The forums have four clear principles:
- Emotion trumps logic. Showing empathy (even non-verbally) is all-important.
- Avoid making judgments. Personal criticism is an absolute no-no. Focus on the feelings of the other people and withhold judgment.
- Never impose your opinions on others. Never say, “You should do such-and-such.” Say something more roundabout like, “When I was in a similar situation, I did such-and-such.” In this way, you can offer suggestions while leaving it entirely up to the other person whether or not to take your advice.
- Observe the confidentiality rule. An environment where secrets are 100% safe makes people far more comfortable about sharing their anxieties and problems.
Running my company on a day-to-day basis, I apply these principles to interactions with my staff. For instance, when something’s gone wrong, I don’t blame the person and give them a hard time for screwing things up. My starting point is to think about how they must be feeling and to make an effort to empathize and encourage.
I also never order anyone to do anything. I try to take a Socratic approach, asking my employees what they think we should do, sharing my own experiences, and volunteering the occasional indirect suggestion: “Well, if it were me, I’d probably do this.” Via this combination of questions and suggestions, I try to find a balance between what the individual wants to do and the overall vector of the company.
I actually use the same method at home with my five sons, being sensitive to their personalities, discussing things with them in complete confidence, and using questions and suggestions to get them to reach their own conclusions.
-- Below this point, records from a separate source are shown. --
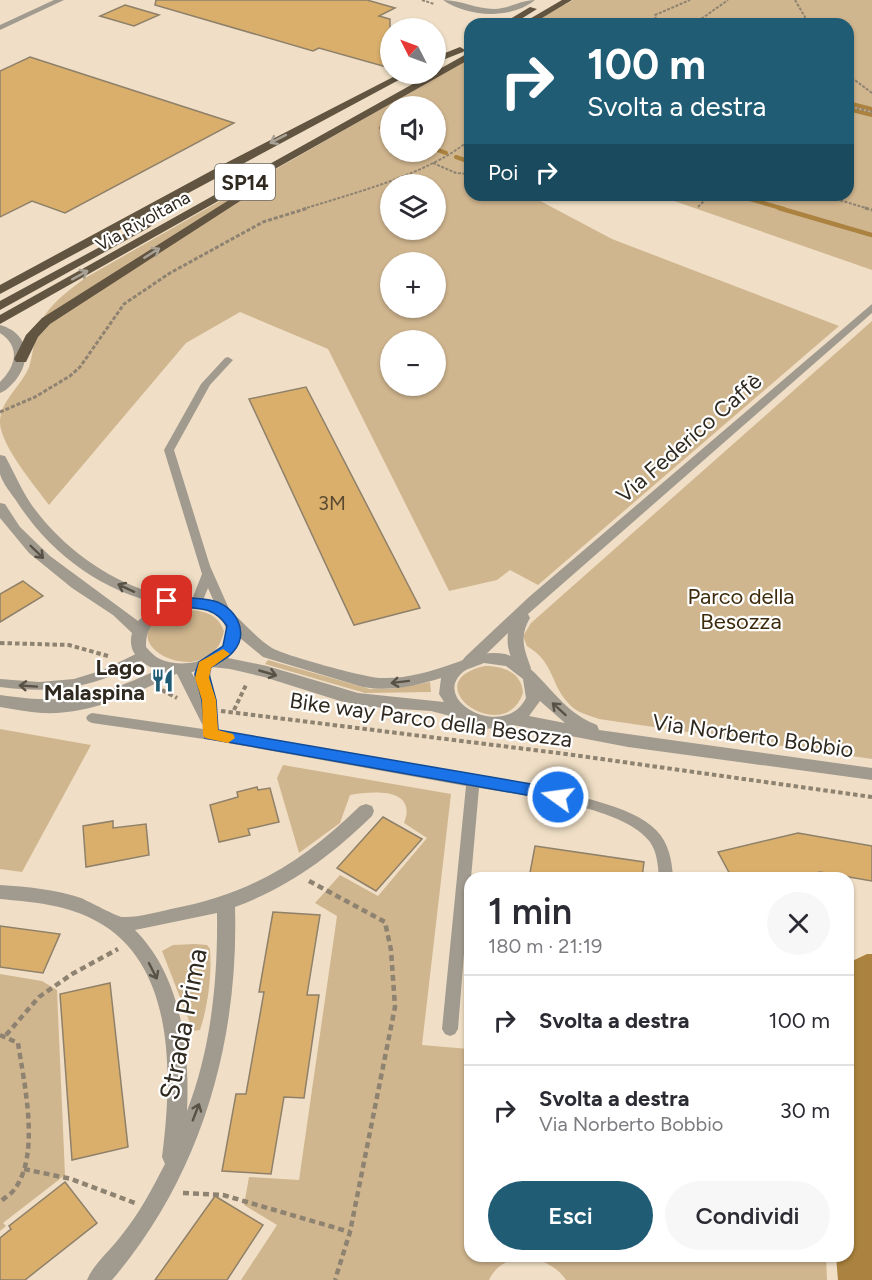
<!DOCTYPE html>
<html lang="it">
<meta charset="utf-8">
<style>
body{margin:0;font-family:Figtree,sans-serif;background:#f7f7f7;color:#2b2b33;height:100vh;display:flex;flex-direction:column;font-size:22px;white-space:nowrap}
*{box-sizing:border-box;margin:0}
p{font-size:20px;color:#7c7c81}
.icon{flex:none;width:33px;height:33px;fill:none;stroke:currentColor;stroke-width:2;stroke-linecap:round;stroke-linejoin:round}
.map{position:relative;flex:1;overflow:hidden}
.drawer{position:absolute;left:464px;top:872px;width:390px;height:390px;display:flex;flex-direction:column;background:#fff;border-radius:18px;box-shadow:0 2px 4px #0004}
.drawer>*{flex:none}
.top-card{position:absolute;left:464px;top:18px;width:390px;height:183px;border-radius:18px;box-shadow:0 2px 4px #0004;background:#205d75;color:#fff;overflow:hidden}
.needle{width:39px;rotate:312deg}
.tools{position:absolute;left:380px;top:18px;display:grid;gap:12px}
.tools a{display:grid;place-items:center;width:66px;height:66px;border-radius:50%;background:#fff;box-shadow:0 2px 4px #0004;font-size:30px}
.pin{position:absolute;display:grid;place-items:center;width:51px;height:51px;color:#fff;margin:-26px;border-radius:12px;box-shadow:0 3px 9px #0006}
.me{position:absolute;width:66px;margin:-33px;rotate:284deg;stroke-linejoin:round;filter:drop-shadow(0 0 4px #0008)}
.turn{display:flex;align-items:center;gap:21px;height:126px;padding:0 24px;font-size:27px}
.turn .icon{width:78px;height:78px;stroke-width:2.5}
.turn b{display:block;font-size:42px;line-height:51px}
.then{display:flex;align-items:center;height:57px;padding:0 24px;background:#0003;gap:12px;font-size:22px}
.round{display:grid;place-items:center;flex:none;width:63px;height:63px;border-radius:32px;background:#f7f7f7}
.overview{display:flex;align-items:center;justify-content:space-between;height:102px;padding:0 24px}
h1{font-size:36px;font-weight:600;line-height:45px}
.action{display:flex;gap:12px;margin-top:auto;padding:12px 24px}
.action a{flex:1;height:69px;border-radius:36px;background:#205d75;color:#fff;font-size:24px;font-weight:600;line-height:69px;text-align:center}
.action a+a{background:#f7f7f7;color:#2b2b33}
ul{padding:0;list-style:none}
li{display:flex;align-items:center;gap:18px;height:90px;padding:0 24px;border-top:2px solid #e1e1e2}
li div{flex:1}
li b{display:block;font-size:22px}
li em{font-style:normal}
.map>svg:first-child{display:block}
.green{fill:#d0b68f;fill-rule:evenodd}
.water{fill:#ab823f}
.lines{fill:none;stroke-linecap:round;stroke-linejoin:round}
.stream-far1{stroke:#ab823f;stroke-width:4}
.stream{stroke:#ab823f;stroke-width:4.5}
.building{fill:#daaf6c;stroke:#8f806a;stroke-width:1.5}
.path-far3{stroke:#8e8271;stroke-width:2;stroke-dasharray:3 1.5;stroke-linecap:butt}
.path-far2{stroke:#8e8271;stroke-width:3;stroke-dasharray:4 2;stroke-linecap:butt}
.path-far1{stroke:#8e8271;stroke-width:4;stroke-dasharray:4.5 3;stroke-linecap:butt}
.path{stroke:#8e8271;stroke-width:4.5;stroke-dasharray:6 4;stroke-linecap:butt}
.service{fill:#a19a8f;fill-rule:evenodd}
.minor{fill:#a19a8f;fill-rule:evenodd}
.tertiary{fill:#a19a8f;fill-rule:evenodd}
.trunk{fill:#615440;fill-rule:evenodd}
.oneway{stroke:#a8a196}
.oneway2{stroke:#575146}
.route{fill:#1a73e8;stroke:#114b97;stroke-width:1.5}
.slow{fill:#f59e0b}
.labels{text-anchor:middle;dominant-baseline:central;stroke-width:4.5;stroke-linejoin:round;paint-order:stroke}
.far-street-label{font-size:18px;fill:#2f291f;stroke:#fff}
.number-label{font-size:20px;fill:#5a4a32}
.shield{fill:#fff;stroke:#6d6962;stroke-width:1.5}
.shield-label{font-size:21px;font-weight:bold;fill:#2f291f}
.street-label{font-size:22px;fill:#2f291f;stroke:#fff}
.park-label{font-size:22px;fill:#3d2b0c;stroke:#fff}
.poi-label{font-size:22px;font-weight:bold;fill:#2f291f;stroke:#fff;text-anchor:end}
.near-street-label{font-size:27px;fill:#2f291f;stroke:#fff}
</style>
<div class="map">
<svg width="872" height="1280" viewBox="0 0 872 1280">
<rect width="100%" height="100%" fill="#f0dfc6"/>
<path class="green" d="M573,0H872V270L657,195H848V24H531Z
M469,59L470,195H529L612,239L839,326L538,585L510,570L497,580L449,591L328,349L240,312L186,343L49,505C35,486 1,446 0,423C0,400 21,387 29,367C35,349 33,331 45,315C55,300 71,289 85,278ZM390,106H435V152H390ZM390,184H435V230H390ZM390,262H435V308H390ZM390,340H435V386H390Z
M872,321V759L599,719C590,716 576,712 570,705C549,684 556,664 527,646L523,636L531,623Z
M183,610C201,610 217,612 224,631C210,701 89,634 183,610Z
M268,660L370,689H391L430,682L431,692L365,693L265,664Z
M485,666C503,666 522,672 523,693C504,749 412,682 485,666Z
M0,729L91,745L22,872L0,869Z
M283,765L451,794L422,1045L469,1049L470,1256H826L827,1280H566C549,1254 504,1248 489,1280H241L277,1225L244,1205L249,1177L299,1180L337,916L315,903L340,875L378,896L427,838L404,823C418,787 372,791 350,795L340,823L299,853L277,778Z
M195,944L207,945L210,949C212,975 208,1006 200,1030L193,1031L162,951L173,945Z
M0,974L42,981L57,990L65,1175L3,1223L6,1226L0,1231Z"/>
<path class="water" d="M867,954H872V1280H838L836,1256H848V963Z"/>
<g class="lines">
<path class="stream-far1" d="M848,103L872,109
M848,109L872,115
M381,128L390,131
M435,149L446,153
M456,157L470,162
M736,195L784,209"/>
<path class="stream" d="M779,208L872,235"/>
</g>
<path class="building" d="M156,0H367L395,8L379,16L390,19V68L319,48L313,51L155,5Z
M125,5L159,15L134,26L100,16Z
M30,57L234,123L65,213L32,201L0,217V71Z
M306,387L420,608L354,625L249,399Z
M23,581L43,596L0,622V594Z
M257,787L258,790L270,788L279,822L248,829L250,835L219,842L210,805L238,797L237,792Z
M383,817L422,839L376,891L337,868Z
M113,821V828L146,824L149,855L86,867L83,826Z
M798,833L872,846V881L820,872L796,878H732L718,852Z
M535,846L644,862L642,878H529Z
M273,912L320,915L307,995H319L304,1098L284,1097L271,1174L222,1171L236,1094H246L264,992H259Z
M0,926L60,934L43,973L0,967Z
M110,983L128,1147L72,1160L60,994Z
M65,1182L97,1223L25,1280H0V1238L11,1229L9,1226Z
M215,1196L263,1225L227,1280H155Z"/>
<g class="lines">
<path class="path-far3" d="M422,0L434,4
M795,0L805,17L804,24
M657,24L655,15L690,0
M694,24L728,0
M848,75L872,93
M848,106L872,112
M433,163L456,173L470,174
M823,195L869,209
M698,207L710,195
M303,209C351,194 431,173 468,141L467,130L470,129"/>
<path class="path-far2" d="M865,208L872,210
M0,412L35,397L70,376L80,367L124,304L170,273L263,222L308,208"/>
<path class="path-far1" d="M0,643L69,645L108,656
M162,690L177,698
M234,710L247,683
M221,711L566,754L872,797"/>
<path class="path" d="M309,881L385,922L391,950L395,1007L350,1232L335,1280
M0,1035L18,1043C24,1083 41,1155 14,1190C11,1194 4,1198 0,1202
M6,1035L39,997L72,974L118,949
M24,1169L71,1179L135,1203
M183,1193L223,1195L350,1232"/>
<path class="service" d="M228,357L233,360L210,385L174,450L210,566L230,611L224,615L218,611L208,588L201,605L197,606L191,602L202,574L164,450L201,384L225,358Z
M142,651L146,652L148,655L146,658C97,688 57,694 0,687V679L39,682L74,679L103,670Z
M92,713L203,729L202,720L204,717H212L217,731L534,787C568,794 632,805 656,830C669,843 672,861 673,878H659C658,865 657,852 650,842C624,806 521,795 479,788L471,878H470L458,1029L455,1034L450,1036L445,1034L442,1029L466,786L211,740L92,723L88,721L86,718L88,715Z"/>
<path class="minor" d="M443,0C461,0 476,9 494,9C509,9 520,0 535,0C510,20 468,17 443,0Z
M872,304V313L528,614L530,618C519,637 524,649 531,668L528,672H518C511,660 506,647 508,633L475,665H465L462,661L465,657L529,597Z
M204,660L212,665L210,678L217,705L211,710L216,720L214,724H202L175,670L178,666H188L194,677L196,665Z
M366,804L372,806L374,811L372,816C331,856 289,887 235,907C239,1042 201,1176 112,1280H87C94,1263 110,1251 121,1236C139,1214 152,1189 165,1164L162,1157C172,1080 177,966 98,922C69,905 33,902 0,899V885C27,887 55,889 81,898C90,902 116,916 122,917C137,918 157,912 171,909C250,894 303,862 360,806ZM217,913C218,980 211,1049 187,1111C190,1049 181,976 135,930Z"/>
<path class="tertiary" d="M54,0H64L0,30V25Z
M0,325C29,333 32,360 15,381C10,386 6,391 0,393V382C16,366 21,347 0,333Z
M0,455L5,456C14,472 21,489 31,504C59,544 104,578 150,592C160,595 172,598 181,599C194,600 205,596 217,602C237,612 251,635 272,648C283,655 366,678 381,678C405,679 430,672 452,664C470,658 485,650 505,654C541,664 554,709 597,725L599,730L872,768V780L628,747L513,725L486,729L458,718L431,711L371,707L340,701L264,677L230,669L212,667L184,674H176C134,694 89,715 42,713C28,712 14,709 0,707V695C67,705 96,698 157,670C140,663 127,652 132,633L113,615L72,588L29,553L0,518V503L5,504L20,527L50,556L138,621L151,609L162,604C102,592 50,553 17,502C11,493 3,484 0,474C0,468 0,461 0,455ZM197,607L207,609L223,620C224,624 227,629 226,634C225,659 188,667 169,662C158,660 152,654 146,647C145,617 171,609 197,607ZM240,638L263,657L363,687C391,692 414,686 441,678L439,694L444,702L358,693L267,666L228,658L234,651ZM484,663L506,666L523,679L526,698C505,741 429,701 463,672C468,668 478,666 484,663ZM540,701L565,723L529,716Z"/>
<path class="trunk" d="M562,0H572L532,24H521Z
M530,7L537,9L513,24H502Z
M460,47L465,50L463,52L435,63V57Z
M470,52V59L0,324V315Z
M399,74H410L0,294V285L222,165Z
M248,188L257,190L50,324L38,337L26,362H16L14,359L26,335L42,318Z
M146,222L152,225L150,227L0,310V301Z"/>
</g>
<defs><path id="oneway-shaft" d="M-6 0H5M1.5-3L5.5 0L1.5 3" fill="none" stroke-width="1.6" stroke-linecap="round" stroke-linejoin="round" transform="scale(1.5)"/></defs>
<g class="oneway">
<use href="#oneway-shaft" transform="translate(278 139) rotate(153)"/>
<use href="#oneway-shaft" transform="translate(152 253) rotate(-32)"/>
<use href="#oneway-shaft" transform="translate(80 275) rotate(-29)"/>
</g>
<g class="oneway2">
<use href="#oneway-shaft" transform="translate(37 552) rotate(44)"/>
<use href="#oneway-shaft" transform="translate(126 588) rotate(-155)"/>
<use href="#oneway-shaft" transform="translate(268 673) rotate(16)"/>
<use href="#oneway-shaft" transform="translate(400 682) rotate(173)"/>
<use href="#oneway-shaft" transform="translate(28 686) rotate(-176)"/>
<use href="#oneway-shaft" transform="translate(559 709) rotate(-138)"/>
<use href="#oneway-shaft" transform="translate(153 971) rotate(63)"/>
<use href="#oneway-shaft" transform="translate(196 1112) rotate(-69)"/>
</g>
<path class="route" d="M167,597C182,598 199,597 214,601C236,607 250,633 233,652C228,658 218,663 210,668L209,674L216,700L218,730L537,785L564,793L566,797L558,803L537,797L205,738L202,700L195,674L199,662L223,646L227,626C209,600 189,612 162,605L160,601Z"/>
<path class="slow" d="M223,649L230,654L211,668L209,678L216,700L218,730L233,734L235,738L228,743L205,738L203,735L202,700L195,678L199,662Z"/>
<defs>
<symbol id="restaurant-bare" viewBox="-9 -9 18 18"><path d="M-5-6h1v4h1v-4h1v4h1v-4h1v5L-1.5 .5V6h-2V.5L-5-1ZM5-6V6H3V1.5H1.5Q1.5-4 5-6Z" fill="#205d75" stroke="#fff" stroke-width="2.5" paint-order="stroke"/></symbol>
</defs>
<g fill-rule="evenodd">
<use href="#restaurant-bare" x="146" y="664" width="33" height="33"/>
</g>
<g class="labels">
<g class="far-street-label">
<text transform="translate(143 221) rotate(-29)">Via Rivoltana</text>
</g>
<g class="number-label">
<text x="332" y="503">3M</text>
</g>
<rect class="shield" x="215" y="164" width="60" height="36" rx="4.5"/>
<g class="shield-label">
<text x="245" y="182">SP14</text>
</g>
<g class="street-label">
<text transform="translate(689 438) rotate(-41)">Via Federico Caffè</text>
<text transform="translate(431 720) rotate(8)">Bike way Parco della Besozza</text>
<text transform="translate(753 736) rotate(8)">Via Norberto Bobbio</text>
</g>
<g class="park-label">
<text x="741" y="596">Parco della<tspan x="741" dy="25">Besozza</tspan></text>
</g>
<g class="poi-label">
<text x="145" y="667">Lago<tspan x="145" dy="25">Malaspina</tspan></text>
</g>
<g class="near-street-label">
<text transform="translate(183 1024) rotate(-79)">Strada Prima</text>
</g>
</g>
</svg>
<div class="tools">
<a><svg class="needle" viewBox="-14 -14 28 28"><path d="M0-13l5 13h-10z" fill="#e53935"/><path d="M0 13l5-13h-10z" fill="#7c7c81"/></svg></a>
<a><svg class="icon" aria-label="sound" viewBox="0 0 24 24"><path d="M4 9h4l5-4v14l-5-4H4zM17 9q2 3 0 6"/></svg></a>
<a><svg class="icon" aria-label="layers" viewBox="0 0 24 24"><path d="M12 4l9 5-9 5-9-5zM3 14l9 5 9-5"/></svg></a>
<a>+</a>
<a>−</a>
</div>
<div class="pin" style="left:167px;top:601px;background:#d93025"><svg class="icon" aria-label="arrive" viewBox="0 0 24 24"><path d="M6 21V4h12l-3 4 3 4H6"/></svg></div>
<svg class="me" style="left:558px;top:797px" viewBox="-20 -20 40 40"><circle r="17" fill="#1a73e8" stroke="#fff" stroke-width="3"/><path d="M0-11L8 9 0 5-8 9z" fill="#fff"/></svg>
<div class="top-card">
<div class="turn"><svg class="icon" aria-label="right" viewBox="0 0 24 24"><path d="M7 20v-9h11M14 6l5 5-5 5"/></svg><div><b>100 m</b>Svolta a destra</div></div>
<div class="then">Poi<svg class="icon" aria-label="right" viewBox="0 0 24 24"><path d="M7 20v-9h11M14 6l5 5-5 5"/></svg></div>
</div>
<section class="drawer">
<div class="overview"><div><h1>1 min</h1><p>180 m · 21:19</p></div><a class="round"><svg class="icon" aria-label="close" viewBox="0 0 24 24"><path d="M6 6l12 12M18 6L6 18"/></svg></a></div>
<ul>
<li><svg class="icon" aria-label="right" viewBox="0 0 24 24"><path d="M7 20v-9h11M14 6l5 5-5 5"/></svg><div><b>Svolta a destra</b></div><em>100 m</em></li>
<li><svg class="icon" aria-label="right" viewBox="0 0 24 24"><path d="M7 20v-9h11M14 6l5 5-5 5"/></svg><div><b>Svolta a destra</b><p>Via Norberto Bobbio</p></div><em>30 m</em></li>
</ul>
<div class="action"><a>Esci</a><a>Condividi</a></div>
</section>
</div>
Whatever they end up deciding to do, they are acting very much on their own volition.
I believe so strongly in the forum method, that I apply it at GLOBIS. Every year, we assemble the whole graduating class of MBAs and talk them through the forum’s four principles. I then encourage the students to divide themselves up into diverse groups and meet once a quarter once they’re out in the real world. (Obviously, not all of them do it, but around 30 percent do.)
There’s no great benefit in freshly minted graduates getting together just to socialize over a meal or drinks. In normal social situations, people tend to skirt around difficult or uncomfortable topics. But when you apply the forum principles, the environment changes radically. The graduates know that they are in a safe space. That means they’re happy to share their experiences and accept helpful pointers from their friends.
This is not therapy; it’s an extremely effective approach to building empathetic leaders. The forum method is at once a safety net and a network that leverages the trust students have for one another to foster self-motivation and objective empowerment, resulting in passion about their work.